2.   Action List Review (List of actions)

  • VOBoxes SLAs:
    • CMS: Several SLAs still to approve (ASGC, IN2P3, CERN and PIC).
    • ALICE: Still to approve the SLA with NDGF. Comments exchanged with NL-T1.

CMS:
No progress for CMS.

ALICE:
NL-T1 had reported that ALICE replied positively with a few comments and NL-T1 has only to implement some minor changes.
NDGF is waiting for the approval by ALICE.

  • 5 May 2009 – CNAF completes, and sends to R.Wartel, their plans to solve the issues concerning security procedures, alarm contact point, etc.

Started, but not yet completed. L.Dell’Agnello added that CNAF is doing their internal Security Challenge with the Italian ROC Security. The document sent to R.Wartel was a bit short and needs to be updated.

  • Tier-1 Site should start publishing the UserDN information.

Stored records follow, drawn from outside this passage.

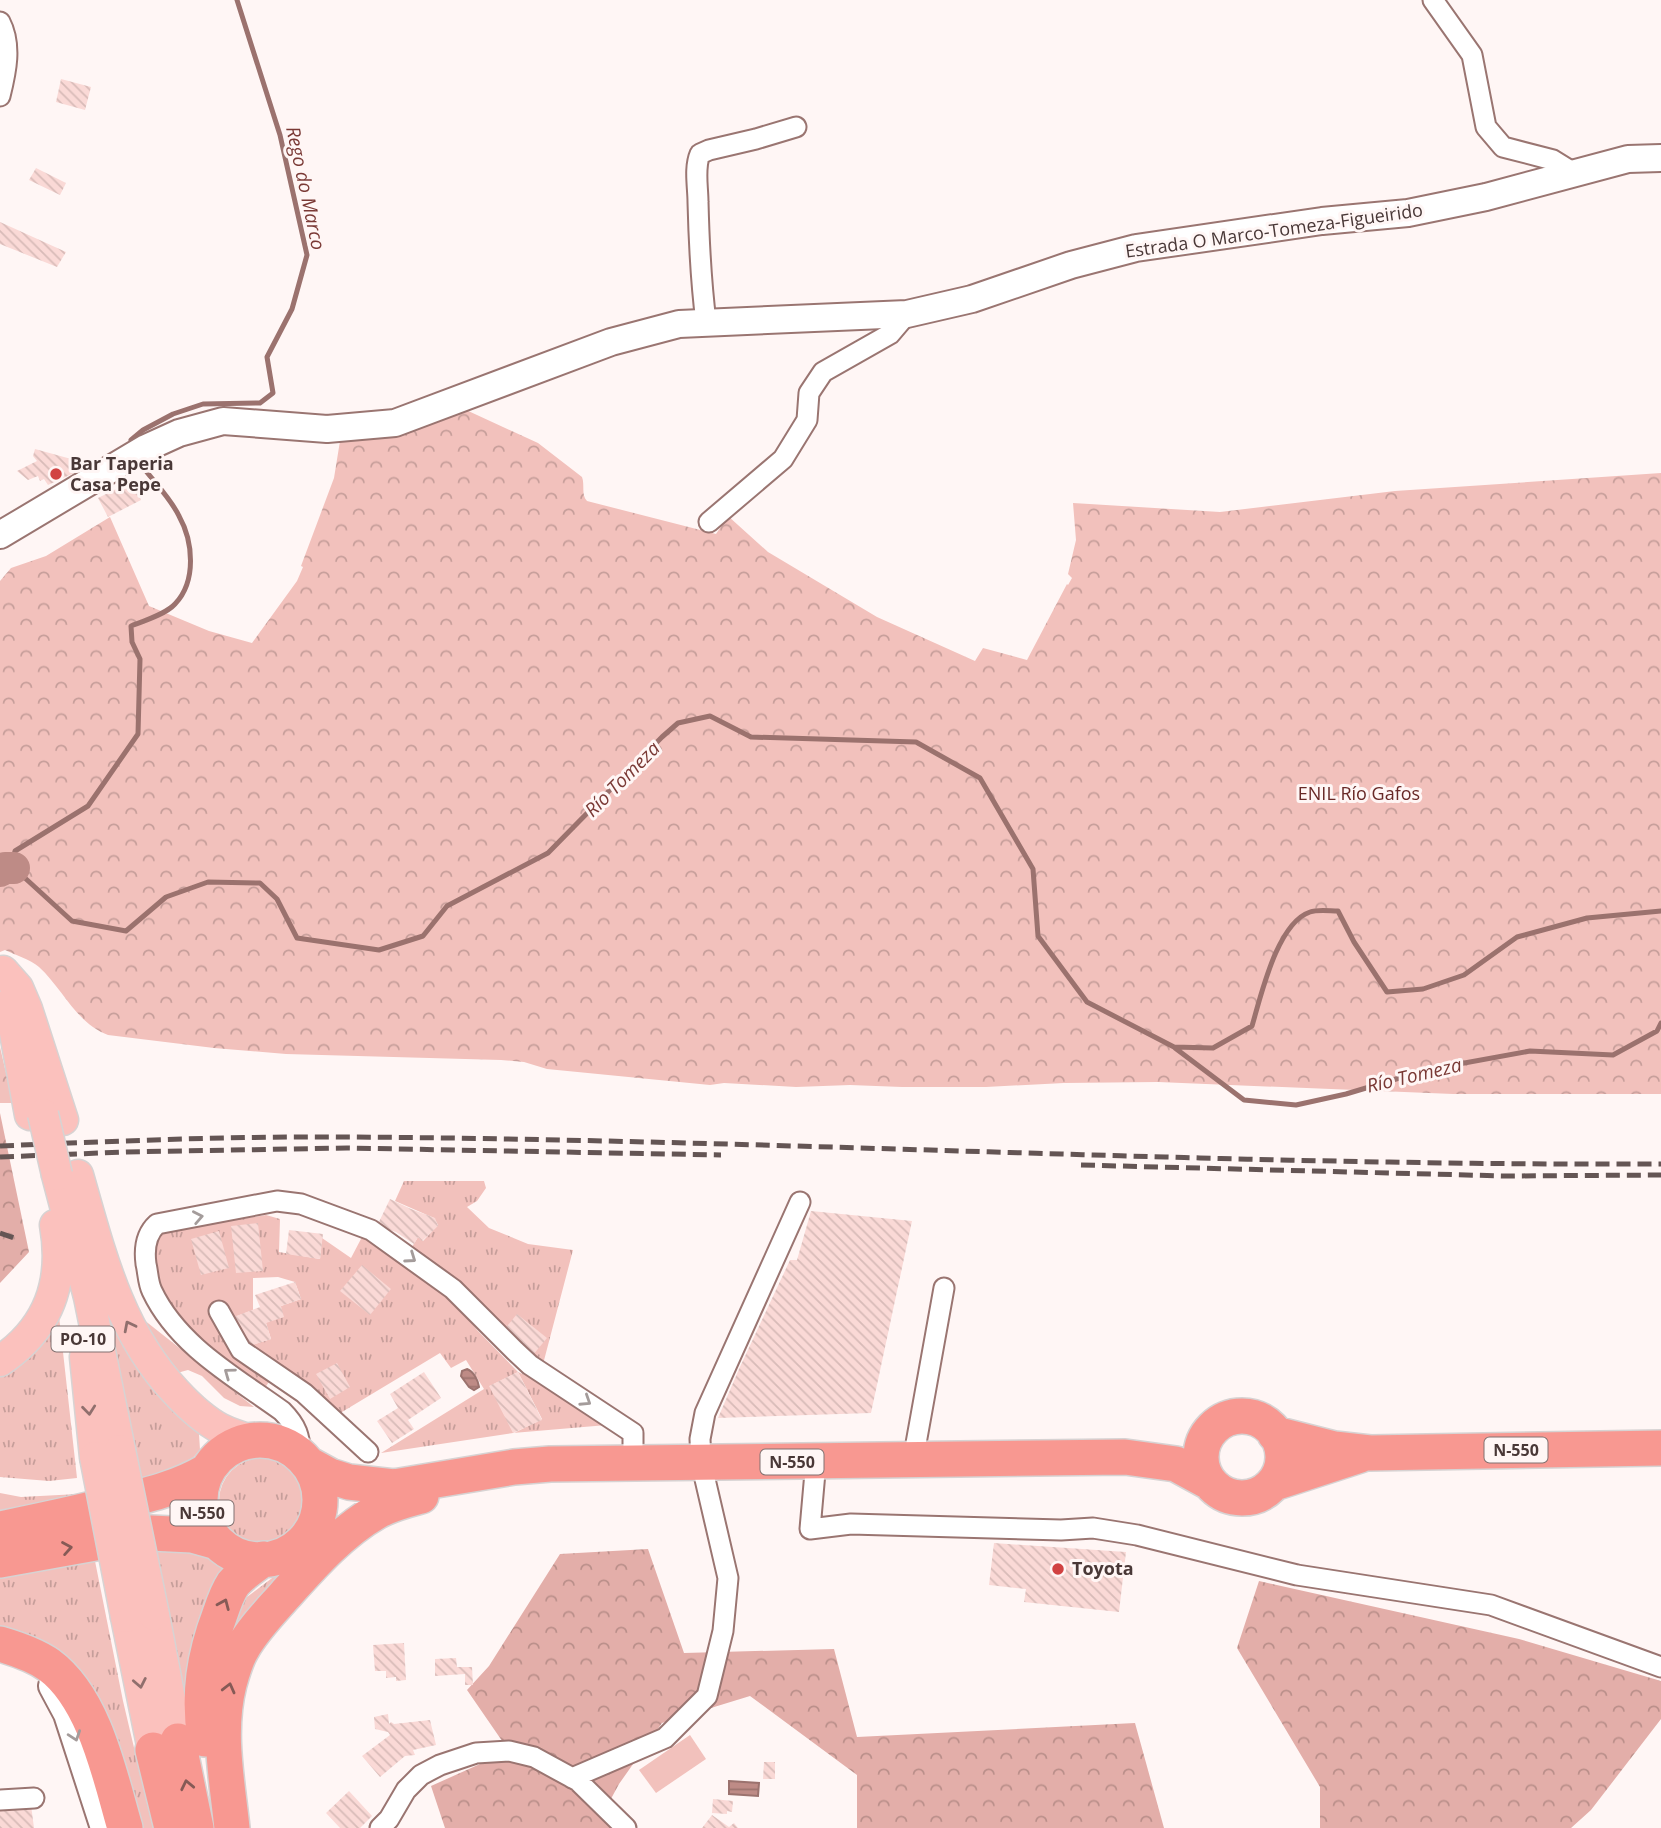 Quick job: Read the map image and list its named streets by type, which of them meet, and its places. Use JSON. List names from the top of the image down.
{
  "streets": {
    "highway": ["PO-10", "N-550"],
    "street": ["Estrada O Marco-Tomeza-Figueirido"]
  },
  "water": ["Rego do Marco", "Río Tomeza"],
  "parks": ["ENIL Río Gafos"],
  "places": ["Bar Taperia Casa Pepe", "Toyota"]
}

J.Gordon will regularly add the list of Sites that publish the information. He asked the portal developers in order to have an anonymous list available on the web.

 

·         9 Jun 2009 - Sites should report to the MB whether now, after the GDB presentations, the situation of the data rates is clear.

 

Data rates not presented by ALICE yet. Will be scheduled at the MB next week.

F.Hernandez and J.Gordon added that FR-IN2P3 and UK-T1-RAL are satisfied with the information received. Even if maybe the Sites cannot yet satisfy all the requests at the moment.

 

·         Each Site should send the URL of the XML File with the Tape Metrics to A.Aimar

 

Not done by: DE-KIT, FR-CCIN2P3, NDGF, NL-T1, US-FNAL-CMS

Sites can provide what they have at the moment. See http://sls.cern.ch/sls/service.php?id=WLCG_Tier1_Tape_Metrics

Sites should send URLs to existing information until they do not provide the required information.

 

·         Experiments should send to J.Gordon the DNs of the people that can read the details of the users in the CESGA Portal.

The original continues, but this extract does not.